Dodatkowo należy wspomnieć o tym, że trasa między Kosowem a Albanią jest niezwykle uczęszczana w okresie wakacyjnym, gdyż Kosowianie przyjeżdżają, na krótkie wypady nad albańskie morze. Jest to także ważny szlak turystyczny przebywających nad morzem wczasowiczów, którzy chcą zasmakować również górskich klimatów i zmierzają na popularny rejs na jeziorze Koman lub w rejony Gór Przeklętych.

Dalsza część artykułu pod materiałem wideo

Zobacz też: Europejski kraj rozkochuje w sobie Polaków. "Od kilku lat zyskuje na popularności"

Będzie to kolejny płatny odcinek autostrady i okazuje się, że plasuje się w czołówce najdroższych europejskich dróg. Przejazd odcinkiem o długości 21 km ma kosztować ok 2,5 euro, czyli 0.12 euro za km. Taką samą taryfę ma inna bałkańska droga: Skopje - Kumanowo w Macedonii Północnej. Dla porównania najdroższa jest droga w Anglii Cannock - Kingsbury, której koszt to 0.23 euro/km, a kolejne na podium są irlandzkie trasy kolejno 0.14 euro/km i 0.13 euro/km.

Co oprócz dróg?

W listopadzie oficjalnie otwarto most na Czarnym Drinie w miejscowości Kukes na północy Albanii. Co jest w nim takiego niezwykłego?

Jego łuk ma wysokość prawie 60 m, co plasuje go wśród najwyższych mostów w Europie. Ma długość 320 m, z czego 270 m to struktura bez żadnej podpory. Zużyto na niego ponad 5 tys. ton stali najwyższej jakości, która jest odporna na wszelkie warunki atmosferyczne.

Nowy Most jest inwestycją Kastrati group, albańskiego potentata paliwowego, a sama inwestycja opiewa na ok. 35 mln euro. Przez ponad trzy lata budowy pracowało nad jego konstrukcją ponad 200 osób.

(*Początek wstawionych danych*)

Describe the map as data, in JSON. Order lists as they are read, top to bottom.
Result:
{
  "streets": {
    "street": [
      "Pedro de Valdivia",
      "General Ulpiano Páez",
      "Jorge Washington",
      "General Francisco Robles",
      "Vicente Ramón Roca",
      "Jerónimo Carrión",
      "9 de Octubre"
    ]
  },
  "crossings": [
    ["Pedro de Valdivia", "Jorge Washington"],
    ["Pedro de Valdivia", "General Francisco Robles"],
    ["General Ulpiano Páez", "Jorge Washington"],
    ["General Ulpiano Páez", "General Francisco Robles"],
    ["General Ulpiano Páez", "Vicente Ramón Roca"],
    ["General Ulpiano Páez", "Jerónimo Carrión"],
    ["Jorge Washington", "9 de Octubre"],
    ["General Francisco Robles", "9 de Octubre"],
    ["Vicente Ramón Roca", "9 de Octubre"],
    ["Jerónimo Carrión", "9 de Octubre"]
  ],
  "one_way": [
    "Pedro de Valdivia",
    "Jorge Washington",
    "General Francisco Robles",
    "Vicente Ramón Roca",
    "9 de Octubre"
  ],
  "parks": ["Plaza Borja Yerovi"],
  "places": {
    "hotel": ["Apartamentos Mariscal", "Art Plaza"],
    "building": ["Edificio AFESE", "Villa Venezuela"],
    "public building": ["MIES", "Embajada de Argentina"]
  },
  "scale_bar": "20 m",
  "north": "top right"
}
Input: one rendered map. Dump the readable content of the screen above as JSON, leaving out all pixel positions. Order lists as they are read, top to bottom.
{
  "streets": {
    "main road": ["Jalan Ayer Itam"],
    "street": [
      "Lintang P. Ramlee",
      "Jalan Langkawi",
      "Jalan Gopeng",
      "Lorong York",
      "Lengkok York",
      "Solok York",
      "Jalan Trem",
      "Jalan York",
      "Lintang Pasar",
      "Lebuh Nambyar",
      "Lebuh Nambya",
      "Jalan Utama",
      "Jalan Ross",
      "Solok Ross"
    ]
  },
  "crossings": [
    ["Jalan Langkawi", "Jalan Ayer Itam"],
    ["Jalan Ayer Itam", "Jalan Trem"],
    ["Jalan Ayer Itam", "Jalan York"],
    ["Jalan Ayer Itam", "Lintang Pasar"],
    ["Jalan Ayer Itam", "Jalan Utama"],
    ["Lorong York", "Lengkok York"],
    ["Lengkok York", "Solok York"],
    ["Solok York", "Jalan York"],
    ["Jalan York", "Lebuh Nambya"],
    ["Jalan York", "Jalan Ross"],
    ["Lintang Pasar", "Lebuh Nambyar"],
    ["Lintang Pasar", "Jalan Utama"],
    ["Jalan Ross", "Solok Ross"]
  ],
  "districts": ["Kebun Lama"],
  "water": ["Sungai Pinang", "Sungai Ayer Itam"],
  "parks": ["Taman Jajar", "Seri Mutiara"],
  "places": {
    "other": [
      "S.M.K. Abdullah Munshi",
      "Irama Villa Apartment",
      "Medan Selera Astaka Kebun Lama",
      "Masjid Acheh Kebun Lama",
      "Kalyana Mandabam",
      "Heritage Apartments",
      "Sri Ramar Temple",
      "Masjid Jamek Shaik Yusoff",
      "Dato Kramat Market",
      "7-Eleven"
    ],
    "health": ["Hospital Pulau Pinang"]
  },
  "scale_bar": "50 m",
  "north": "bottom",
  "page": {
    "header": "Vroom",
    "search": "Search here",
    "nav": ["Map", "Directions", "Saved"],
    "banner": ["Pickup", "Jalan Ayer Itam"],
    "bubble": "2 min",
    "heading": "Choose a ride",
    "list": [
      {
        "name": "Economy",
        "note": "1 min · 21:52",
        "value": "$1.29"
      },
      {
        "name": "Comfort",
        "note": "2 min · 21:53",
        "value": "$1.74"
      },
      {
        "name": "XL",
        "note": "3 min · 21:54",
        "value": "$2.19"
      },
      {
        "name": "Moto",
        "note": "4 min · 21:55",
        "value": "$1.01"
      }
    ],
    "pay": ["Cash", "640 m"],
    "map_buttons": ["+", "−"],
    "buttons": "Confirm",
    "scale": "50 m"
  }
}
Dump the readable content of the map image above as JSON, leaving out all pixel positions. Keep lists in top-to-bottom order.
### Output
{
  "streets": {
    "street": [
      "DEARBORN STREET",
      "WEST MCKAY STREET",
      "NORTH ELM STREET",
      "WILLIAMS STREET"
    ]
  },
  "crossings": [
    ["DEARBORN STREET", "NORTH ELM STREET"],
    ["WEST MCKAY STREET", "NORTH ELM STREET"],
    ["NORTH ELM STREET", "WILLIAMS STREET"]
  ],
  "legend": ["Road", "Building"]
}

Riwiera albańska na wyciągnięcie ręki

Chyba najbardziej spektakularne otwarcie miał tunel pod przełęczą Llogara, który ma skrócić drogę na jońskie wybrzeże i do Sarandy oraz kultowego Ksamilu. Oczywiście wielbiciele spektakularnych widoków powinni wybrać "starą" trasę, ale dla masowego ruchu turystycznego tunel ten jest zdecydowanie ułatwieniem. Jeśli jeszcze dodamy do tego fakt, że według planów w tym roku ma zostać otarte lotnisko we Vlorze, to możemy być pewni, że południe Albanii przeżyje jeszcze większy nalot turystów.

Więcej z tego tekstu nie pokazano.